(Items listed in a dataset)
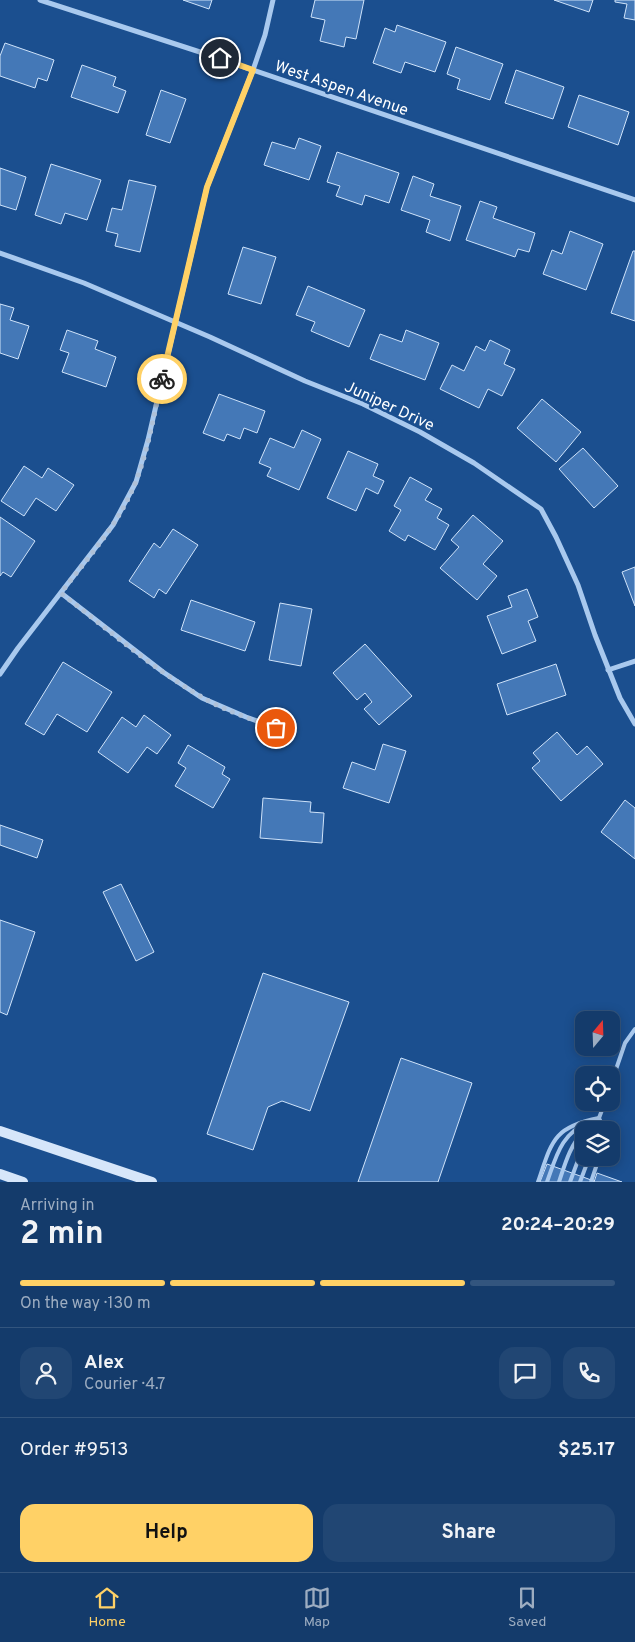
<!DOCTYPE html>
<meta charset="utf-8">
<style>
body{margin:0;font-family:Overpass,sans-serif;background:#214673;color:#f1f3f6;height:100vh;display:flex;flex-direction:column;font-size:19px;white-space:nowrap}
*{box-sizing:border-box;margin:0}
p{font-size:16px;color:#9dadc1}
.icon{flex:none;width:28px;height:28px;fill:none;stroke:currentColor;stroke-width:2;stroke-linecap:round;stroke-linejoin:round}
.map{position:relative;height:1182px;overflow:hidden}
.panel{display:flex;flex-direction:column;background:#143b6b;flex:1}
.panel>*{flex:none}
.needle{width:32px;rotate:19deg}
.controls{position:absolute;left:575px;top:1011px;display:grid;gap:10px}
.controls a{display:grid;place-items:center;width:45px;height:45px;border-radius:10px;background:#143b6b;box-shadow:0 2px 12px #0003,0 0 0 1px #33557e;font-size:25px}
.pin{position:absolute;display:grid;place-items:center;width:42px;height:42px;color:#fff;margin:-21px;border:2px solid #fff;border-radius:50%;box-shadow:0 1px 5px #0007}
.courier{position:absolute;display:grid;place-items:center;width:50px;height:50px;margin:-25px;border:4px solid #ffd166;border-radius:50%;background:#fff;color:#222;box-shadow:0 1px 6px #0007}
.headline em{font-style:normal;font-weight:700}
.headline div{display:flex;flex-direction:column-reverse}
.headline{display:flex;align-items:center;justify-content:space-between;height:85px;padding:0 20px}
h1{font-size:32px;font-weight:700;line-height:38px}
.bar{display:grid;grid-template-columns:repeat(4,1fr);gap:8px 5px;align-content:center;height:60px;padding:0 20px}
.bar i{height:6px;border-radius:4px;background:#33557e}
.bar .current{background:#ffd166}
.bar p{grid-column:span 4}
.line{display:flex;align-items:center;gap:12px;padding:0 20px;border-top:1px solid #33557e}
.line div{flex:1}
.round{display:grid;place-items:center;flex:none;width:52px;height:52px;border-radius:15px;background:#214673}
.button{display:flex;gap:10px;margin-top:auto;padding:10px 20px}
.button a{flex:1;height:58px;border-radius:15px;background:#ffd166;color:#111;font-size:20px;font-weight:700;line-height:58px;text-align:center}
.button a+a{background:#214673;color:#f1f3f6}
.tab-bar{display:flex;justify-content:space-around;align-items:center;height:70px;border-top:1px solid #33557e;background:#143b6b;font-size:14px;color:#9dadc1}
.tab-bar a{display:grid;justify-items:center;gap:2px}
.tab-bar .current{color:#ffd166}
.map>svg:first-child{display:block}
.building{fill:#4478b7;stroke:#cfe3fa}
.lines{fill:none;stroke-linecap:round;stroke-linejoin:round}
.lane{stroke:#a9c9ee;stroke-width:4}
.street{stroke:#a9c9ee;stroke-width:5}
.secondary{stroke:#d6e6fa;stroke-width:10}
.done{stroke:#afc1d8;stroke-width:5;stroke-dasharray:0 9}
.route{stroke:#ffd166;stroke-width:6}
.labels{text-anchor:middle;stroke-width:5;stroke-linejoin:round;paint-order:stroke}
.street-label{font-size:16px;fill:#fff;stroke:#1b4f8f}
</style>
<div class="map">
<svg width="635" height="1182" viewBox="0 0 635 1182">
<rect width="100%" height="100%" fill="#1b4f8f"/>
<g class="building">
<polygon points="183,0 212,0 209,9"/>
<polygon points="315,0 364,0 356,39 346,37 344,47 320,41 325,20 311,17"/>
<polygon points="554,0 593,0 589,12"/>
<polygon points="615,0 635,0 635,20 624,18 627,4 615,2"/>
<polygon points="397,25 446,42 435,72 405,62 401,73 373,63 385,28 395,32"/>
<polygon points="5,43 54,60 47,81 38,78 35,88 0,76 0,56"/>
<polygon points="456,47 503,64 490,100 457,89 460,79 447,74"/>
<polygon points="82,65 116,77 113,86 126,91 118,113 71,97"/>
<polygon points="516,70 564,87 553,119 505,103"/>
<polygon points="161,90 186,99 170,143 146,135"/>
<polygon points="579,95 629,112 618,145 568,127"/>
<polygon points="299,138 321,146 309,180 264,165 272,142 295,149"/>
<polygon points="337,152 399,173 389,203 365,195 362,205 336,196 340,186 327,182"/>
<polygon points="51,164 101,180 87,220 65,213 61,224 35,215"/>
<polygon points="0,168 26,177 16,210 0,205"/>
<polygon points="413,176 434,184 430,196 461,206 450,241 426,232 430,220 401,210"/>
<polygon points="129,180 156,186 140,252 115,246 118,234 106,231 112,208 122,210"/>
<polygon points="480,201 497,207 493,218 535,233 529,252 518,249 515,257 466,240"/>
<polygon points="570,231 603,244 586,290 543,274 552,250 562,254"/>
<polygon points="243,247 276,257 261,304 228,294"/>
<polygon points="633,251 635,251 635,321 611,313"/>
<polygon points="308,286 365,310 349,347 311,331 315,322 296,315"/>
<polygon points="0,304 14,308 10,320 29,326 18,359 0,353"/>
<polygon points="67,330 98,341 95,349 116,357 106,387 62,372 69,353 60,350"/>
<polygon points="406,330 439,343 425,380 370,359 380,334 402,342"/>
<polygon points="490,340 510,350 504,364 515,369 502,396 488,389 479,408 440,389 452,365 464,371 476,346 485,351"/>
<polygon points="219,394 265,411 257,433 244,428 240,439 227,434 224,441 203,433"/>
<polygon points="542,399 581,432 556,462 517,428"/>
<polygon points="302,430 321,439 299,490 267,476 271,468 259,463 270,438 294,448"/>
<polygon points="583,448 618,486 594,508 559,469"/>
<polygon points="348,451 378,464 373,476 384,481 378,494 366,488 356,511 327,498"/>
<polygon points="24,466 42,478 48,468 74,485 56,511 36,498 24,516 1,501"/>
<polygon points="410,477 432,489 425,500 442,509 437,518 449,525 435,550 408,535 405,541 389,531 401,510 394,506"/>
<polygon points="473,515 503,541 483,564 497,576 477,600 440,568 459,547 451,540"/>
<polygon points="0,517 35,541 11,577 3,572 0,576"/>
<polygon points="173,529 198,545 166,594 159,589 154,598 129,581 154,543 160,548"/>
<polygon points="635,567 635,606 622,572"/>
<polygon points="527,589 538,617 528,621 536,641 502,654 487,616 512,607 508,596"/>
<polygon points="191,600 255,622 245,651 181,630"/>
<polygon points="280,603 312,609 301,666 269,660"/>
<polygon points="365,644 412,696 379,725 364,709 372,702 365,693 357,700 333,673"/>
<polygon points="63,662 112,692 87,732 57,714 44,735 25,724"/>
<polygon points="556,664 566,695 507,715 497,684"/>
<polygon points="144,715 171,735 157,754 147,747 128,773 98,752 122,717 136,727"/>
<polygon points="557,732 577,755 587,746 603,764 561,801 532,768 540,761 533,753"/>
<polygon points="383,744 406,751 389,803 343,788 352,762 375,770"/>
<polygon points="188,745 225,767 222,774 230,779 213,808 175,786 186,768 178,763"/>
<polygon points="263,798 311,802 310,812 324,813 322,843 260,838"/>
<polygon points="625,800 635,808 635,859 601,832"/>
<polygon points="0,825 43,840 37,858 0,845"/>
<polygon points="121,884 154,952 136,961 103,892"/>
<polygon points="0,920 35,932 7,1015 0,1012"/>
<polygon points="263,973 349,1002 310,1111 282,1101 268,1107 253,1150 207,1134"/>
<polygon points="401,1058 472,1083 438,1182 358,1182"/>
<polygon points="547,1164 594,1181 594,1182 540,1182"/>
<polygon points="597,1173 622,1182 594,1182"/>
</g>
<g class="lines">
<g class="lane">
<polyline points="611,1084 625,1043 635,1029"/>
<polyline points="600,1120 603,1130"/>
<polyline points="585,1130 598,1119"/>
<polyline points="592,1130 597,1122"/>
<polyline points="597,1130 599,1118 605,1102"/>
<path d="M538 1182C552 1141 553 1127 599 1118"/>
<path d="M547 1182C557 1154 561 1134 590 1121"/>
<path d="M559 1182C565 1164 570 1145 584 1131"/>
<polyline points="570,1182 584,1144"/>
<polyline points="580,1182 589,1158"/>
<polyline points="591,1182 599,1158"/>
</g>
<g class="street">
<polyline points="40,0 203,53 635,200"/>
<polyline points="0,253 84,283 210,337 305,381 363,404 420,432 474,463 541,509 556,537 578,585 595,635 620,698 635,724"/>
<polyline points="61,593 163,672 202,698 246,717 291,733"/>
<polyline points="608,670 635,661"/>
<polyline points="0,674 18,648 113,525 136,482 148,440 207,187 253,70 265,35 273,0"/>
</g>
<g class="secondary">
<polyline points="0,1131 152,1182"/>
<polyline points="0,1174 23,1182"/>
</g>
</g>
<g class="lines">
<path class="done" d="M162 379C154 413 149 448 136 481 120 523 88 557 61 593 106 628 153 669 202 697 225 711 251 719 276 728"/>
<polyline class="route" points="162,379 207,187 253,70 220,58"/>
</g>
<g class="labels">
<g class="street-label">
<text transform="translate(342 87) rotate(19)" y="6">West Aspen Avenue</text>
<text transform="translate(390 405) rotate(25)" y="6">Juniper Drive</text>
</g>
</g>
</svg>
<div class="controls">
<a><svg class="needle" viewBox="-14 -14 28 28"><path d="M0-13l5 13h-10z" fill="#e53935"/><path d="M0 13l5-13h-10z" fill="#9dadc1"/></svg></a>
<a><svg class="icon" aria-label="locate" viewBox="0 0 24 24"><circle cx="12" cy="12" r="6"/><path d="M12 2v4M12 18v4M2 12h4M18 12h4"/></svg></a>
<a><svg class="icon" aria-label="layers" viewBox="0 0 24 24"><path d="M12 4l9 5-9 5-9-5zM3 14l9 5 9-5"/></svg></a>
</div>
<div class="pin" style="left:276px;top:728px;background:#ea580c"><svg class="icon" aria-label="bag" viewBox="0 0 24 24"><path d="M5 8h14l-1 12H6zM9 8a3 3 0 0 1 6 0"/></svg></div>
<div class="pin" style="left:220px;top:58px;background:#1f2937"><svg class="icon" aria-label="home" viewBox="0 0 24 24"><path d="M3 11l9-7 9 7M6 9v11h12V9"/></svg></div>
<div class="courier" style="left:162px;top:379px"><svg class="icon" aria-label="bike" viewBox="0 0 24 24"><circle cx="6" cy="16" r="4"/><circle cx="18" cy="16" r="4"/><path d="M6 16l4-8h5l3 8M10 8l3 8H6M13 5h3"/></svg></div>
</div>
<section class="panel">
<div class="headline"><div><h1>2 min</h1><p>Arriving in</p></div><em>20:24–20:29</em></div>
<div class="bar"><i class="current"></i><i class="current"></i><i class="current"></i><i></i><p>On the way · 130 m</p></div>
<div class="line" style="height:90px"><a class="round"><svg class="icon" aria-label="person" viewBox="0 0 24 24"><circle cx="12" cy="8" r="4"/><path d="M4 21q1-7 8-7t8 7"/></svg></a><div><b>Alex</b><p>Courier · 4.7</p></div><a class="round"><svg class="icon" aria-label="chat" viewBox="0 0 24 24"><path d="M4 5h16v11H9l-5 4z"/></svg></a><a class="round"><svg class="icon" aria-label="phone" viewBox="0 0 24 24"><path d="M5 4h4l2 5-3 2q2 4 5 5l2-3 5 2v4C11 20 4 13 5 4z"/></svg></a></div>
<div class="line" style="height:65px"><div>Order #9513</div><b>$25.17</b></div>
<div class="button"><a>Help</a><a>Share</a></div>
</section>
<nav class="tab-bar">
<a class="current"><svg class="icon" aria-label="home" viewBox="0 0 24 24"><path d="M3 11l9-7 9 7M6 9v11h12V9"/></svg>Home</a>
<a><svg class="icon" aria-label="map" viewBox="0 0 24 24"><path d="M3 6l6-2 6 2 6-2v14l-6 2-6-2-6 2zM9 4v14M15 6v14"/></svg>Map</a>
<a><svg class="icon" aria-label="saved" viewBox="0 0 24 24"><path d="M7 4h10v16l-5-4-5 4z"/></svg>Saved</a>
</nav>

**Prompt**
Your answer must be a copy of every line in the data above that holds the string "linecap".

**Response area**
.icon{flex:none;width:28px;height:28px;fill:none;stroke:currentColor;stroke-width:2;stroke-linecap:round;stroke-linejoin:round}
.lines{fill:none;stroke-linecap:round;stroke-linejoin:round}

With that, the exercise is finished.